Мариэтта Сергеевна по узкой крутой лестнице повела меня на свою мансарду. Здесь была ее библиотека. Я должен сказать, что такой библиотеки нигде более не встречал. Ей позавидовала бы любая городская библиотека.

Шагинян куда-то торопилась, нельзя было терять ни минуты. Мы уселись за круглый стол. Без обиняков я приступил к делу, но Шагинян медлила с ответом. Она все время смотрела на мои “пустые” руки.

– А где у вас орудия производства? – наконец спросила она. Я кинулся шарить но карманам, но в них, как на зло, не оказалось ни ручки, ни огрызка карандаша. Не оказалось при мне и записной книжки.

Мариэтта Сергеевна спустилась по лестнице, через минуту вернулась, неся в руках толстую тетрадь и карандаш. Передав их мне, она заметила:

– Никогда не расставайтесь с записной книжкой. Не давайте пропасть тому, что вы увидели, узнали.

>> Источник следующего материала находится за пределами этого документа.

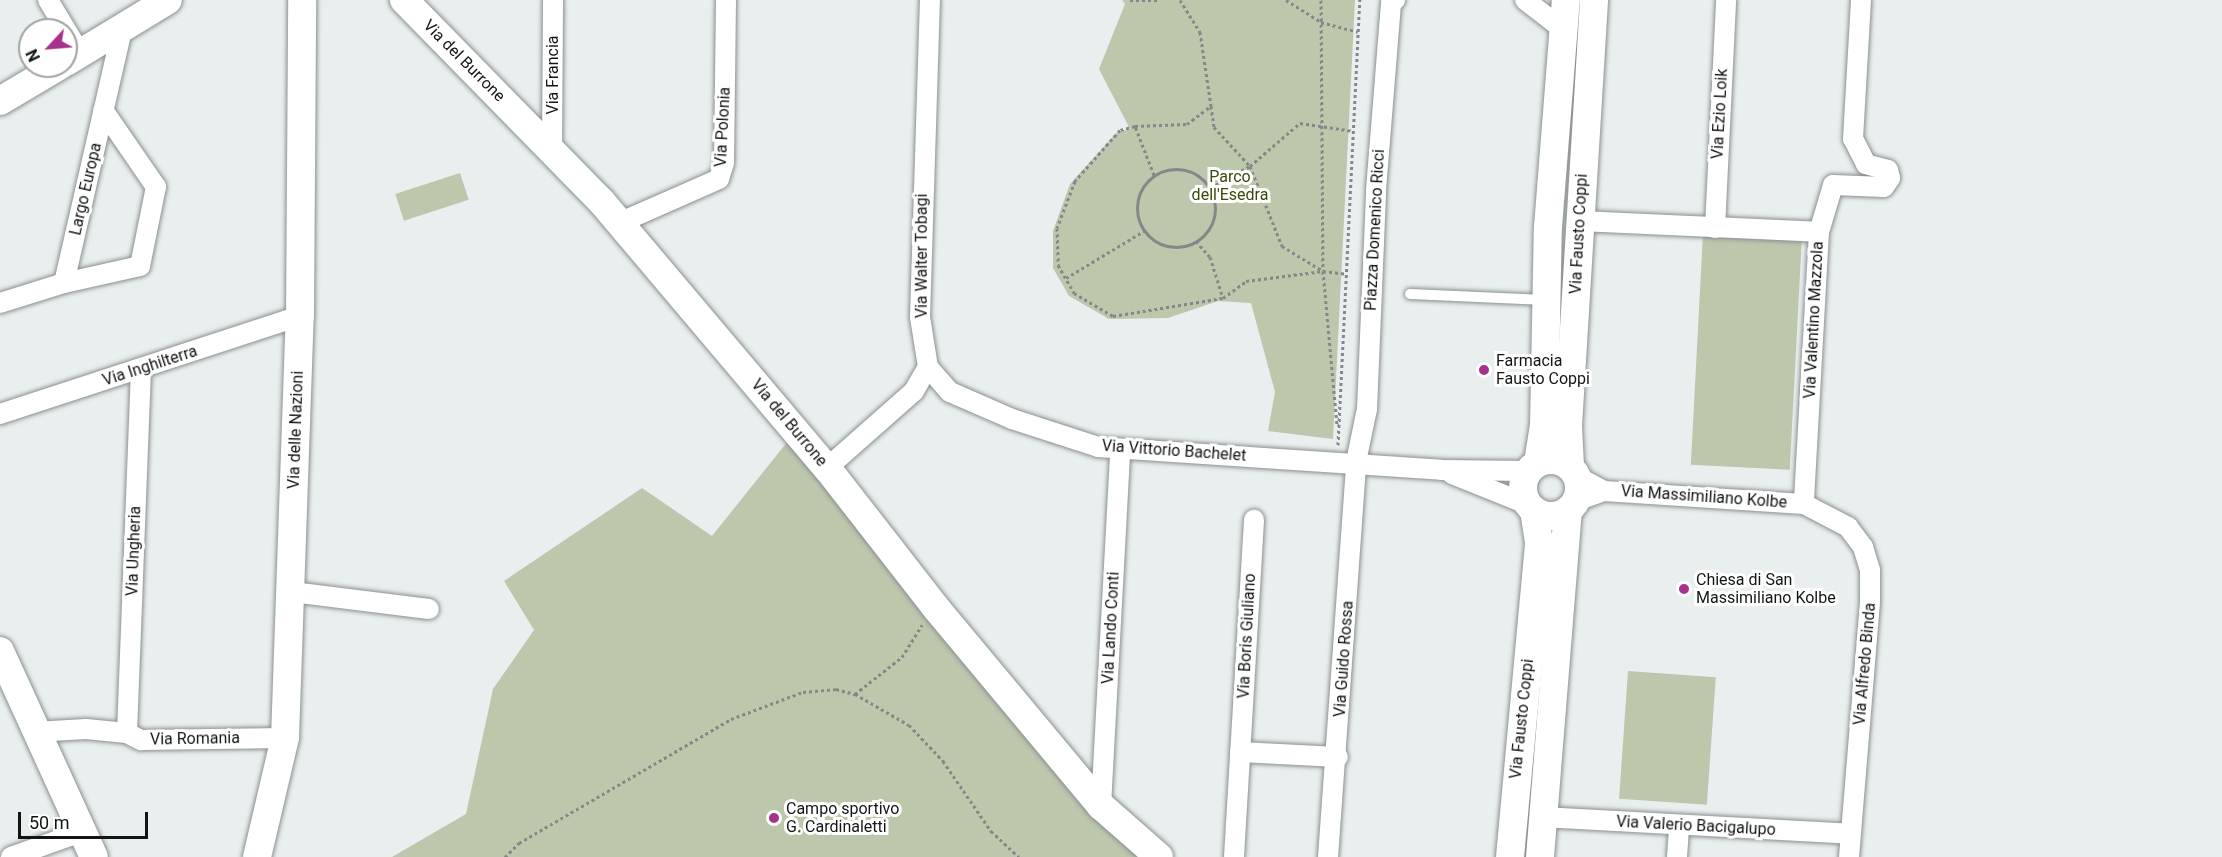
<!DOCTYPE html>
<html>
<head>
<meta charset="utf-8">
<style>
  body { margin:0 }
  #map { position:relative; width:2222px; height:857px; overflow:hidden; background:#e8efee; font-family:Roboto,sans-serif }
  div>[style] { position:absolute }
  .green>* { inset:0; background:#bcc7ac; transform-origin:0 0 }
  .path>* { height:3px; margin-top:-1.5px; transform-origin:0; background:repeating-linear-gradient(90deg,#848888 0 3px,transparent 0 6px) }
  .path>.ring { margin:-1.5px; padding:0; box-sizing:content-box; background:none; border:3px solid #848888; border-radius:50% }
  .roads { filter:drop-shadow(0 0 2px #8a908f) drop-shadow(0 0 2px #8a908f) }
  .lane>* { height:10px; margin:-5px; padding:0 5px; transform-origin:5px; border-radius:5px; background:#fff }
  .street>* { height:20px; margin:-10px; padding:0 10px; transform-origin:10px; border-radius:10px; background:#fff }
  .secondary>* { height:28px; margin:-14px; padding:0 14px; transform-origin:14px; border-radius:14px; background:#fff }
  .secondary>.ring { margin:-14px; padding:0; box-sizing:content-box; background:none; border:28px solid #fff; border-radius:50% }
  .dots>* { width:16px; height:16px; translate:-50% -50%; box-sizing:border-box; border:3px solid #fff; border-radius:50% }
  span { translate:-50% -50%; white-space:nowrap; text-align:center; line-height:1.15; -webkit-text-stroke:6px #fff; paint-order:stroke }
  .street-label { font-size:16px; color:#131515 }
  .park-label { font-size:16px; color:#374a07 }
  .poi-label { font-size:16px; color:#131515 }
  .left { translate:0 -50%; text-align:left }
  .north { position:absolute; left:18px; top:18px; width:60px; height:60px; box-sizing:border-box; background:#fff; border:2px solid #a1a1a1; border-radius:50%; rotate:244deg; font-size:16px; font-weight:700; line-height:24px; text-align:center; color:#131515 }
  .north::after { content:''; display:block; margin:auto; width:21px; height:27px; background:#a6328c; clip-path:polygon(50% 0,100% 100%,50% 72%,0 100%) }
  .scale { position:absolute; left:18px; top:812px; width:130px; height:27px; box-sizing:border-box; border:3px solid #131515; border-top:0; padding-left:8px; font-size:18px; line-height:21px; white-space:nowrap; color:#131515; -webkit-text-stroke:4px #fff; paint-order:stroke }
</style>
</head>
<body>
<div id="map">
  <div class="green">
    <i style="clip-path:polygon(1122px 0,1355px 0,1333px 439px,1268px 431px,1275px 392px,1251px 303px,1218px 301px,1168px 318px,1109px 319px,1069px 296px,1053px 268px,1053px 231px,1070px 184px,1116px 133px,1130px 129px,1099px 69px,1125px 4px)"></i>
    <i style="left:460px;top:173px;width:28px;height:68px;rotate:72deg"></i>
    <i style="left:1703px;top:233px;width:99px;height:232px;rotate:3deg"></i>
    <i style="clip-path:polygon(788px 441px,1145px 857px,392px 857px,466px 814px,493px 689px,534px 630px,504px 581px,642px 488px,712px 536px)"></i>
    <i style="left:1628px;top:671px;width:88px;height:128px;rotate:4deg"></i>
  </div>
  <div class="path">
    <i style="left:1130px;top:0;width:30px"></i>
    <i style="left:1180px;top:0;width:38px;rotate:58deg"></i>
    <i style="left:1200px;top:32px;width:75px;rotate:81.5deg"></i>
    <i style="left:1286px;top:0;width:41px;rotate:32.2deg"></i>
    <i style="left:1321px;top:22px;width:38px;rotate:15deg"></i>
    <i style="left:1321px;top:0;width:271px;rotate:89.6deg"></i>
    <i style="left:1323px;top:271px;width:156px;rotate:84.8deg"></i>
    <i style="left:1135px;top:126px;width:16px;rotate:165deg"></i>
    <i style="left:1120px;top:130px;width:68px;rotate:131.4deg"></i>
    <i style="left:1075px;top:181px;width:50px;rotate:111deg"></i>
    <i style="left:1057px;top:228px;width:37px;rotate:88deg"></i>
    <i style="left:1058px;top:265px;width:32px;rotate:60deg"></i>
    <i style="left:1074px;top:293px;width:45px;rotate:30.5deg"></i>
    <i style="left:1113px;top:316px;width:111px;rotate:-9.3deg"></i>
    <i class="ring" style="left:1137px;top:169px;width:75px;height:75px"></i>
    <i style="left:1154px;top:175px;width:53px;rotate:-111.2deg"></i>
    <i style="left:1135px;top:126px;width:52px;rotate:-2.2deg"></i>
    <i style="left:1187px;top:124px;width:30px;rotate:-37deg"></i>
    <i style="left:1211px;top:106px;width:21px;rotate:82deg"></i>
    <i style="left:1214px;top:127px;width:53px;rotate:47.3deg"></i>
    <i style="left:1250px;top:166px;width:86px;rotate:68.2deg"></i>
    <i style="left:1282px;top:246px;width:48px;rotate:31.4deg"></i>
    <i style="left:1210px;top:188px;width:46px;rotate:-28.8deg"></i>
    <i style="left:1250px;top:166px;width:66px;rotate:-40.7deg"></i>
    <i style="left:1300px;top:123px;width:54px;rotate:8.6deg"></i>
    <i style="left:1196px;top:241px;width:21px;rotate:49deg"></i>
    <i style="left:1210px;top:257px;width:43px;rotate:72.4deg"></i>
    <i style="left:1223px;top:298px;width:29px;rotate:-36deg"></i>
    <i style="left:1246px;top:281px;width:78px;rotate:-7.4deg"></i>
    <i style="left:1323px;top:271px;width:23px;rotate:7deg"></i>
    <i style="left:1066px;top:278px;width:91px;rotate:-31.1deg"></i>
    <i style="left:1338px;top:445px;width:446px;rotate:-87.2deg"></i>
    <i style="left:855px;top:694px;width:62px;rotate:29.9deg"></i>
    <i style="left:909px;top:725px;width:50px;rotate:46.6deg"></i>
    <i style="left:943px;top:761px;width:85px;rotate:55.6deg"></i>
    <i style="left:991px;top:831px;width:38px;rotate:43deg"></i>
    <i style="left:505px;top:857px;width:20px;rotate:-45deg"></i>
    <i style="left:519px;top:843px;width:246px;rotate:-30.3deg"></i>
    <i style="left:731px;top:719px;width:77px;rotate:-20.6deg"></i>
    <i style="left:803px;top:692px;width:33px;rotate:-5deg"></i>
    <i style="left:836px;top:689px;width:20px;rotate:15deg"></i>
    <i style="left:855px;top:694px;width:60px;rotate:-38.2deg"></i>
    <i style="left:902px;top:657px;width:38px;rotate:-58deg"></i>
  </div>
  <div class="roads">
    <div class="lane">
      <i style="left:1410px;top:294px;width:136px;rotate:2.5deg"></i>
    </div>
    <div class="street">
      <i style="left:48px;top:0;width:62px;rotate:58.9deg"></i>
      <i style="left:1525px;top:0;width:49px;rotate:37.6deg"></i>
      <i style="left:552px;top:150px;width:150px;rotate:-89.6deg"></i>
      <i style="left:1579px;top:221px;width:240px;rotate:2.6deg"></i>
      <i style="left:1819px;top:232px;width:272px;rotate:93.2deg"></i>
      <i style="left:619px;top:223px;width:109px;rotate:-23.7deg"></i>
      <i style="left:719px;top:179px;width:17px;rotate:-73deg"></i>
      <i style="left:724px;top:163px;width:163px;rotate:-89.3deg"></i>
      <i style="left:1715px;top:228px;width:228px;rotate:-87.2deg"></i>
      <i style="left:1819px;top:232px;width:49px;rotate:-73.4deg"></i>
      <i style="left:1833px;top:185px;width:51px;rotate:2.2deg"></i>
      <i style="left:1884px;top:187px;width:11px;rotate:-56deg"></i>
      <i style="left:1890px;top:178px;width:8px;rotate:-104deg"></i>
      <i style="left:1888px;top:170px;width:23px;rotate:-165deg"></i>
      <i style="left:1866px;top:164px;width:28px;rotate:-117deg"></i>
      <i style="left:1853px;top:139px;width:139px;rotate:-86.7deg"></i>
      <i style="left:64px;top:283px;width:78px;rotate:-12.6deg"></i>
      <i style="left:140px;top:266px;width:81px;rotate:-78.6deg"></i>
      <i style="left:156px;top:187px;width:93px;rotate:-124.5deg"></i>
      <i style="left:0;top:303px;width:67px;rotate:-17.4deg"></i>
      <i style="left:64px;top:283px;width:261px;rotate:-77.1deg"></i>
      <i style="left:928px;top:367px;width:33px;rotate:49deg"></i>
      <i style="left:950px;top:392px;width:68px;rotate:23.5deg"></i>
      <i style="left:1012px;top:419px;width:90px;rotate:18deg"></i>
      <i style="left:1098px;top:447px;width:344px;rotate:3.8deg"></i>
      <i style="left:1441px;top:470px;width:88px;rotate:0.7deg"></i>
      <i style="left:0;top:414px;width:316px;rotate:-18.1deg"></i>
      <i style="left:827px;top:468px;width:116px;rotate:-41.5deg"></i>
      <i style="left:914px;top:391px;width:28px;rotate:-60deg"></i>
      <i style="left:928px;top:367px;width:51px;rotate:-99.1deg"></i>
      <i style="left:920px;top:317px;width:317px;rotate:-88.2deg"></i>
      <i style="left:1452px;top:474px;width:83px;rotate:21.9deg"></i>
      <i style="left:1576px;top:476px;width:32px;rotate:28deg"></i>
      <i style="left:1576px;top:501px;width:30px;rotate:-20deg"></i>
      <i style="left:1604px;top:491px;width:200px;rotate:3.7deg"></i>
      <i style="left:1804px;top:504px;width:50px;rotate:27.6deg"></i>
      <i style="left:1848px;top:527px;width:25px;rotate:53deg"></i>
      <i style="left:1863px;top:547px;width:24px;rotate:73deg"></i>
      <i style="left:1870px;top:570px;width:32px;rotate:90deg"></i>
      <i style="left:1870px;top:602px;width:256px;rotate:94.7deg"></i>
      <i style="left:292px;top:592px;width:138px;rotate:7.1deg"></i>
      <i style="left:34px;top:732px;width:52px;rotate:-3.3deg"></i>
      <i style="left:86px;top:729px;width:41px;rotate:5.6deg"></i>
      <i style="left:127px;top:733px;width:16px;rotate:27deg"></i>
      <i style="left:141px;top:740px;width:144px;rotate:-0.8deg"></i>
      <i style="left:127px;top:733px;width:364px;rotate:-87.8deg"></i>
      <i style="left:1240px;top:752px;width:98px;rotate:2.9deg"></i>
      <i style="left:1101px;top:806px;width:356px;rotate:-86.9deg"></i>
      <i style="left:1542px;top:817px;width:309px;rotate:3.1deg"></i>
      <i style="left:11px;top:857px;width:74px;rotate:-19.7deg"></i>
      <i style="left:1234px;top:857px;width:338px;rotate:-86.6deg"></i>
      <i style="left:1328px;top:857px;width:396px;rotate:-85.9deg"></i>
      <i style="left:1356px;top:462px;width:54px;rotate:-78.3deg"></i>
      <i style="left:1367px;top:409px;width:219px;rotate:-87.6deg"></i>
      <i style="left:1376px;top:190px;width:188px;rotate:-85.4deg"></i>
      <i style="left:1391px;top:3px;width:5px;rotate:-37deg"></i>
      <i style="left:1677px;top:857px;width:32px;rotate:-86deg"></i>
    </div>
    <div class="secondary">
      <i style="left:404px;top:0;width:281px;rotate:45.6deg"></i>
      <i style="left:601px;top:201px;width:350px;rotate:49.8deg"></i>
      <i style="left:827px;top:468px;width:177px;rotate:52.1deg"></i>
      <i style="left:936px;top:608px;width:258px;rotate:50.2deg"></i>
      <i style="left:1101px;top:806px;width:77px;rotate:41.3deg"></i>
      <i style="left:66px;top:62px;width:119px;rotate:-31.3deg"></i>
      <i style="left:0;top:101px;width:69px;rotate:-30.7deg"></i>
      <i class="ring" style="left:1523px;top:460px;width:28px;height:28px"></i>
      <i style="left:1538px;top:463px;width:36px;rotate:-81deg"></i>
      <i style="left:1544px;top:427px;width:200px;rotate:-88.9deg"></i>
      <i style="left:1548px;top:227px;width:228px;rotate:-85.5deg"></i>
      <i style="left:1570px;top:467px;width:41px;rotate:-92.8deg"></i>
      <i style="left:1568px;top:426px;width:427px;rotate:-86.5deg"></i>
      <i style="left:0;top:651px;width:226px;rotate:65.5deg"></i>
      <i style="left:257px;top:857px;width:122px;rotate:-76.8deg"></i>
      <i style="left:285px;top:738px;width:422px;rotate:-88deg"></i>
      <i style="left:300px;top:316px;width:316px;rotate:-89.6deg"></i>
      <i style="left:1510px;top:857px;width:316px;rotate:-84.7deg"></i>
      <i style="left:1539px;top:542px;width:32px;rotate:-99deg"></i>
      <i style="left:1540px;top:857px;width:348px;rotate:-85.4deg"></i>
    </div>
  </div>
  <div class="dots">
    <i style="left:1484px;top:370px;background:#a6328c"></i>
    <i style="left:1684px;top:589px;background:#a6328c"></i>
    <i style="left:774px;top:818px;background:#a6328c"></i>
  </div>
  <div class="street-label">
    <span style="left:464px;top:61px;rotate:45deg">Via del Burrone</span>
    <span style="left:553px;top:75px;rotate:-90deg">Via Francia</span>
    <span style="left:1720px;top:114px;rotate:-87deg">Via Ezio Loik</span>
    <span style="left:723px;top:127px;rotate:-87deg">Via Polonia</span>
    <span style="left:86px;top:189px;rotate:-77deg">Largo Europa</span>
    <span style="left:1375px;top:230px;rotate:-87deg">Piazza Domenico Ricci</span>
    <span style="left:1579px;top:234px;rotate:-87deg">Via Fausto Coppi</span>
    <span style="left:922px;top:256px;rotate:-90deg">Via Walter Tobagi</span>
    <span style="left:1814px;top:320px;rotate:-87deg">Via Valentino Mazzola</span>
    <span style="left:150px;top:366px;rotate:-18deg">Via Inghilterra</span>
    <span style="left:789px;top:423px;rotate:50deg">Via del Burrone</span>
    <span style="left:296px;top:430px;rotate:-88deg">Via delle Nazioni</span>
    <span style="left:1174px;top:451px;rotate:4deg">Via Vittorio Bachelet</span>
    <span style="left:1704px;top:497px;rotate:4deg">Via Massimiliano Kolbe</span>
    <span style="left:134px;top:551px;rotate:-88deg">Via Ungheria</span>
    <span style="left:1111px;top:628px;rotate:-87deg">Via Lando Conti</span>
    <span style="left:1247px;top:636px;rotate:-87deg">Via Boris Giuliano</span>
    <span style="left:1344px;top:659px;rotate:-86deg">Via Guido Rossa</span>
    <span style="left:1865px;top:664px;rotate:-85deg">Via Alfredo Binda</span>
    <span style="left:1522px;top:719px;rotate:-84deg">Via Fausto Coppi</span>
    <span style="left:195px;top:739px;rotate:-1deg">Via Romania</span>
    <span style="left:1696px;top:826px;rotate:3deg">Via Valerio Bacigalupo</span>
  </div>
  <div class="park-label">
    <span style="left:1230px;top:186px">Parco<br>dell'Esedra</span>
  </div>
  <div class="poi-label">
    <span class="left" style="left:1496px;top:370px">Farmacia<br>Fausto Coppi</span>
    <span class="left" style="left:1696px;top:589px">Chiesa di San<br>Massimiliano Kolbe</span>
    <span class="left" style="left:786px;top:818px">Campo sportivo<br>G. Cardinaletti</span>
  </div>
  <div class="north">N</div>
  <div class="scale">50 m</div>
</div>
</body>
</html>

Писатель без записной книжки – не серьезный писатель.

Этот очередной урок-головомойку я принял как должное и навсегда запомнил…

Наши записки о Мариэтте Шагинян, были бы неполными, если мы не рассказали бы еще и о таком эпизоде, новой головомойке.

Мариэтта Сергеевна не любит, когда к ней приходят без предупреждения. Это нарушает ее распорядок дня. Впрочем, не так легко нарушить рабочий день Шагинян. Такого “нарушителя” она просто выпроваживает за дверь.

Получилось так, что такой “жертвой” оказался я. Я пришел к Шагинян, заранее не испросив ее согласия.

Мариэтта Сергеевна встретила меня в штыки. Она ругала меня последними словами за непрошенный визит, но обиды не было. На Мариэтту Шагинян трудно обижаться.

– Ну, хорошо, заходи, – пригласила она, – садись и выкладывай с чем пришел. Даю пять минут.

Она даже поставила перед моим носом будильник с выпуклым стеклом над циферблатом. Я уложился в регламент, но уйти не смог. Узнав, что я только что из Армении, Шагинян живо принялась расспрашивать меня обо всем. Она задавала мне тысячу вопросов. Я отвечал на них с ужасом поглядывая на циферблат. Стрелка показывала три часа. Я пришел в двенадцать.

Мариэтта Сергеевна наконец спохватилась.

– Разбойник! Варвар! Что ты сделал со мной! Обокрал меня на целых три часа!

На девятом десятке лет писательница, как и прежде, полна сил, бодрости, готовности к новым и новым маршрутам по странам мира. И на девятом десятке лет, отмеченная самой высокой наградой в нашей стране, наградой, носящей имя Ленина, она не подвела итоги, пишет свои “Воспоминания”, читатели “Нового мира”, где она публикует их, с благодаоностью берут в руки номера журналов с “Воспоминаниями”, каждый раз удивляясь и радуясь свежести и неиссякаемой энергии этого большого, яркого, нестареющего, умного таланта.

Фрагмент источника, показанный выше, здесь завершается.